Garganta de Bohoyo, Chozo
Paso la tarde frente al rectángulo de luz de la puerta del chozo, una tosca construcción en piedra que antiguamente debió de servir de hogar a algún pastor a juzgar por los apriscos de piedra que hay a pocos metros del chozo. A la derecha se encuentra una pequeña ventana por la que entra la luz del final de la tarde a posarse sobre un banco de madera que puede hacer las veces de cama. A la derecha de la ventana, en el rincón, se levanta una chimenea en cuya base se ha organizado un tosco hogar compuesto por bloques de roca recogidas por los alrededores. Dos pilares hechos de troncos de árbol sostienen la techumbre de un tejado a dos aguas. En las tablas y el techo los tonto el culo de todos los tiempos han dejado impresos con tizones sus nombres y la fecha de su visita. “Deja siempre leña”, ha escrito alguien con grandes caracteres junto a la chimenea.

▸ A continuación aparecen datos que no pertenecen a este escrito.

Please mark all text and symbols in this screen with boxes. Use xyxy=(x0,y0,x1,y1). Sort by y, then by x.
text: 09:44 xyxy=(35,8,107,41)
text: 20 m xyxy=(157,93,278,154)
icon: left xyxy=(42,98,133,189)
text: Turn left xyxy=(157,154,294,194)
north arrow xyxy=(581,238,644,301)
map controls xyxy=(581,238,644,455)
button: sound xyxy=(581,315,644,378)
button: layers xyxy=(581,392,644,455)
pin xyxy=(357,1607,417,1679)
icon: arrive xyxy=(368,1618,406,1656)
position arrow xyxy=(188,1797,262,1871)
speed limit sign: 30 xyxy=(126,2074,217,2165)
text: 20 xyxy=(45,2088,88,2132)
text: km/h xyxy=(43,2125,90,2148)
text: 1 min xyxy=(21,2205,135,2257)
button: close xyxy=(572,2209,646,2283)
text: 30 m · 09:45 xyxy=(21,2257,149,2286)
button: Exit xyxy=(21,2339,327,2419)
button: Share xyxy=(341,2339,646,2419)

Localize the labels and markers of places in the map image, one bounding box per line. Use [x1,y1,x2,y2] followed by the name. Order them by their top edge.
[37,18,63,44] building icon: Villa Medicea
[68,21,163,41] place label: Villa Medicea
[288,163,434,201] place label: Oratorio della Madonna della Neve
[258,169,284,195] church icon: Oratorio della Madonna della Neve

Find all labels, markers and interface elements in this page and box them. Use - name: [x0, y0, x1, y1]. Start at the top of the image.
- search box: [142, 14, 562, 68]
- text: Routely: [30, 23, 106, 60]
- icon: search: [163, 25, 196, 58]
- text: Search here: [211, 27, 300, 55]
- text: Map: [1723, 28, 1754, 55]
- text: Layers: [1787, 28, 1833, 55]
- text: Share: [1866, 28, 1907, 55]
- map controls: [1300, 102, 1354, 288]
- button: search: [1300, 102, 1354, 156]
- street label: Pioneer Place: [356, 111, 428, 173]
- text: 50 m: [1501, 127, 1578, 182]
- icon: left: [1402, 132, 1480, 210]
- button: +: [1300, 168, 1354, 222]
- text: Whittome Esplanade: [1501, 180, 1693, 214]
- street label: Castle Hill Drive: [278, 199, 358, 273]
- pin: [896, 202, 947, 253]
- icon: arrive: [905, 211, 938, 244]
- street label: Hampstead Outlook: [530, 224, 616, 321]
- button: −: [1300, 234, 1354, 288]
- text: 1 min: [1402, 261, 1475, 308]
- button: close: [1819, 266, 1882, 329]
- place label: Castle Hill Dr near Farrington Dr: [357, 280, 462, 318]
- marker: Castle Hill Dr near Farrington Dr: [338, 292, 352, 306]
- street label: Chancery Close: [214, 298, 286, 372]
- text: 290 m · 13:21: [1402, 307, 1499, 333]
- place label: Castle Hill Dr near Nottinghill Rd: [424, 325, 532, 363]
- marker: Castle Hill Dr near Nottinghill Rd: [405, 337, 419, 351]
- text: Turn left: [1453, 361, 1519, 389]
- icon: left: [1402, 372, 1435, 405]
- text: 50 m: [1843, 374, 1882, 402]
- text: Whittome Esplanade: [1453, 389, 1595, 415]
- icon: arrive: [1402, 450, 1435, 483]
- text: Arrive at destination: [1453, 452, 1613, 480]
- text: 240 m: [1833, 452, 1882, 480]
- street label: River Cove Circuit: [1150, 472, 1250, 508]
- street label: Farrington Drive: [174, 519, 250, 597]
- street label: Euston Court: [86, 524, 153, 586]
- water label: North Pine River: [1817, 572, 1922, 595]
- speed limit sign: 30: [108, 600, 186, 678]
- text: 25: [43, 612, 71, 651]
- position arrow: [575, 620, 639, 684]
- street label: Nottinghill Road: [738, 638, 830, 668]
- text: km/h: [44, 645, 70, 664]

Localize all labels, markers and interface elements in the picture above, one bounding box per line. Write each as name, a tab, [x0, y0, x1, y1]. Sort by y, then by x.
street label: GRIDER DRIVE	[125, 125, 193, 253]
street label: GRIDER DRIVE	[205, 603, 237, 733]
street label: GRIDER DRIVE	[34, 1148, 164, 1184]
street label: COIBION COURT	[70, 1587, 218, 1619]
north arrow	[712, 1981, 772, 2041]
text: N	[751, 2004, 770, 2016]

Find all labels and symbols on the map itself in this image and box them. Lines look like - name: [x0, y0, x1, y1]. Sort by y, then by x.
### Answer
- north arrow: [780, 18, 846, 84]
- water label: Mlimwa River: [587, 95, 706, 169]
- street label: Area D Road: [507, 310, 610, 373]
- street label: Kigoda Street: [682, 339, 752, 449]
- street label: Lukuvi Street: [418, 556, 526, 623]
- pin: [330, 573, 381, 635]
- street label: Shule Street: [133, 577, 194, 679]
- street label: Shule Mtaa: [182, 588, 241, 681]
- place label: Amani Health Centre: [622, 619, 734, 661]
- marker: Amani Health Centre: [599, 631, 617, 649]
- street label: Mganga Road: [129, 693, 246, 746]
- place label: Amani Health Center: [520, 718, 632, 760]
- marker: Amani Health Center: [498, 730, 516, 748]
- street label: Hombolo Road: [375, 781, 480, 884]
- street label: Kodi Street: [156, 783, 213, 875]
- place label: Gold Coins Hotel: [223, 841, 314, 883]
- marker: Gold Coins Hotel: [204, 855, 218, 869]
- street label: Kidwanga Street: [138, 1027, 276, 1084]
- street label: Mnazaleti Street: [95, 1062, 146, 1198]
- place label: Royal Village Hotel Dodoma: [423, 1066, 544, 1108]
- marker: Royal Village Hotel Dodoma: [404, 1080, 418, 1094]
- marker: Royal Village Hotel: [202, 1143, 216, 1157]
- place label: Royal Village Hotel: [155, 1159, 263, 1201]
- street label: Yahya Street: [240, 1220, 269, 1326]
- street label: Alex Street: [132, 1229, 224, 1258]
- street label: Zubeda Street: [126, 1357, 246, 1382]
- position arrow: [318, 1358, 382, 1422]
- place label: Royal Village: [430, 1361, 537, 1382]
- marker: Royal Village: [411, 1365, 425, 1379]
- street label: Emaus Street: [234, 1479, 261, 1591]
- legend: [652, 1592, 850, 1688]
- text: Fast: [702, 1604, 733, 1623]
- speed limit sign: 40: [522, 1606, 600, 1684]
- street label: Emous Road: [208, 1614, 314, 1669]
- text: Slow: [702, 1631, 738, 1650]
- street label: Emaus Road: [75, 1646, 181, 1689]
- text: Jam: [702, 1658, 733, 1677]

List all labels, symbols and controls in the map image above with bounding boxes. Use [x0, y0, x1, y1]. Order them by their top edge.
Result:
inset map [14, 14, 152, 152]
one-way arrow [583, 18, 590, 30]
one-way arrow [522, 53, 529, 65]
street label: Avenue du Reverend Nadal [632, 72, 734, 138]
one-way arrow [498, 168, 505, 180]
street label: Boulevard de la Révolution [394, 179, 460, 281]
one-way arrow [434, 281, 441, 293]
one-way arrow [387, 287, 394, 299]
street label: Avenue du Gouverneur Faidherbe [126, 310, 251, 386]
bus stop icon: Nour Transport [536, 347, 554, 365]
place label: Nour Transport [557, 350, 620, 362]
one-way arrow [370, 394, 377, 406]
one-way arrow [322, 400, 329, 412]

Cerca se oye el alboroto del riachuelo. Cruzó un grupo frente al chozo camino arriba pero no se detuvieron. Después de la siesta jugué un par de partidas de ajedrez que me proporcionaron un rato de placer. Mi atención se agudiza… menos mal. Curioso esto de cómo puede engancharte este juego con sus escaramuzas y estrategias. A veces me tiene varios minutos en estado de total concentración una idea que trata de apoderarse de un peón en el centro del tablero. Uno de los finales fue apasionante. No me extraña que Duchamp abandonara su incursiones en el “arte” para dedicarse a jugar al ajedrez en Cadaqués. Después busqué una película para la noche; hoy veré una de John Ford. Para sustituir a Bachelard he elegido un volumen de Coetzee; Verano, es su título. Sólo después de un rato de lectura recordé que yo también había escrito una novela con ese título. Recordar que tengo que volver a leerla. El otro día Paco me pidió que le recomendara una de esas novelas que escribí hace algún tiempo. La verdad es que no sabría decidirme por una en concreto, pero quizás ésta habría sido una buena elección, un monólogo interior de una mujer sin apenas puntuación, tal como surgen los pensamientos dentro de uno, a salto de mata, improvisados, revueltos, apareciendo y desapareciendo las obsesiones en función del estado de ánimo. No recuerdo bien si al final la protagonista decidió dejar este mundo. Tengo que averiguarlo. Hay novelas que nacen de la intuición de un instante, de una imagen crucial de la existencia y, cuando ello sucede, uno no puede ponerse a formalizar párrafos o a hacer incisos con las comas. Ahí va, parece decir la conciencia, como si tras el arranque, algo parecido a ese grito que precedía antiguamente al vaciado de un cubo de agua directamente vertido desde el primer piso a la calle: ¡agua va! Y después de no muchos días poner punto final y entonces respirar y poder a la noche siguiente dormir tranquilo una vez has sacado de dentro de ti la angustia, los temores, todas las contradicciones de aquella mujer situada en la terrible encrucijada de abandonar su hogar para unir su vida a un hombre casado que no dejaría a su esposa bajo ninguna condición.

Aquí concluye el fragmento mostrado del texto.